The Stars Align for an Unlikely Pop-Culture Phenomenon
A bomb on paper, Dances with Wolves turned out to be a massive critical and financial success, even beating out the likes of Martin Scorsese’s Goodfellas for Best Picture, Adapted Screenplay, Best Director, and Editing at the Oscars. Though, we would argue, Goodfellas probably deserved some of those awards, especially in regard to the editing category. In any case, it goes to show how outrageously lucrative Costner’s elaborate passion project truly was and how absolutely no one saw it coming.
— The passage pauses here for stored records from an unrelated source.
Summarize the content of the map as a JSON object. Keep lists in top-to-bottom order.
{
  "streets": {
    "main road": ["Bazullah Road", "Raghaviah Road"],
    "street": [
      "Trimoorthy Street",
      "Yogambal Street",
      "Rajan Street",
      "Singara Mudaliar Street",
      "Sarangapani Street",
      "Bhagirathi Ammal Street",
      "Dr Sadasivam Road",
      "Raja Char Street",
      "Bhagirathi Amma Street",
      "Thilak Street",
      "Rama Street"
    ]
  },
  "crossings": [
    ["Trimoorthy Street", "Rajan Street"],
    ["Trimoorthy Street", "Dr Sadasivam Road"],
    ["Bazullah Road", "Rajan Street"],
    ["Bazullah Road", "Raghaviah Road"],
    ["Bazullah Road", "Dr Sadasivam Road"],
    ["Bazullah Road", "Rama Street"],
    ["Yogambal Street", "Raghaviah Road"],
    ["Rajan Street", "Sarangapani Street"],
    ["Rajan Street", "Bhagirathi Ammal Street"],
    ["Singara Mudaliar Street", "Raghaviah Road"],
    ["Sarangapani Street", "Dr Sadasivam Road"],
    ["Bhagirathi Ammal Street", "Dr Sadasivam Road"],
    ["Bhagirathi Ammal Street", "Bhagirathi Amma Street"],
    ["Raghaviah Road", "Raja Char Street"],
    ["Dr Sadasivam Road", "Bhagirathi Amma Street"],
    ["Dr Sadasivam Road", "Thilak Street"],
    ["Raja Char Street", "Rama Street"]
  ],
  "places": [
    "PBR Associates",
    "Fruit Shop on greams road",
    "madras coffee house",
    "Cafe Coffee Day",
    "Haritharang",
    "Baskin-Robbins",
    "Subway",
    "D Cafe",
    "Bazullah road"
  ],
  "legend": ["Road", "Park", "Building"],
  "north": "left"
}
Costner’s good luck continued for a few more years, making JFK, The Bodyguard, and Robin Hood: Prince of Thieves, but even he couldn’t hit home runs at every bat, damaging his superstar persona with critical flops Waterworld and The Postman. Orion didn’t survive, and could only temporarily coast on the accolades of Dances with Wolves for so long. Ovitz, too, would succumb to fate, taking over the Disney presidency briefly before being fired in a humiliating legal nightmare. Maybe it was karma catching up to him.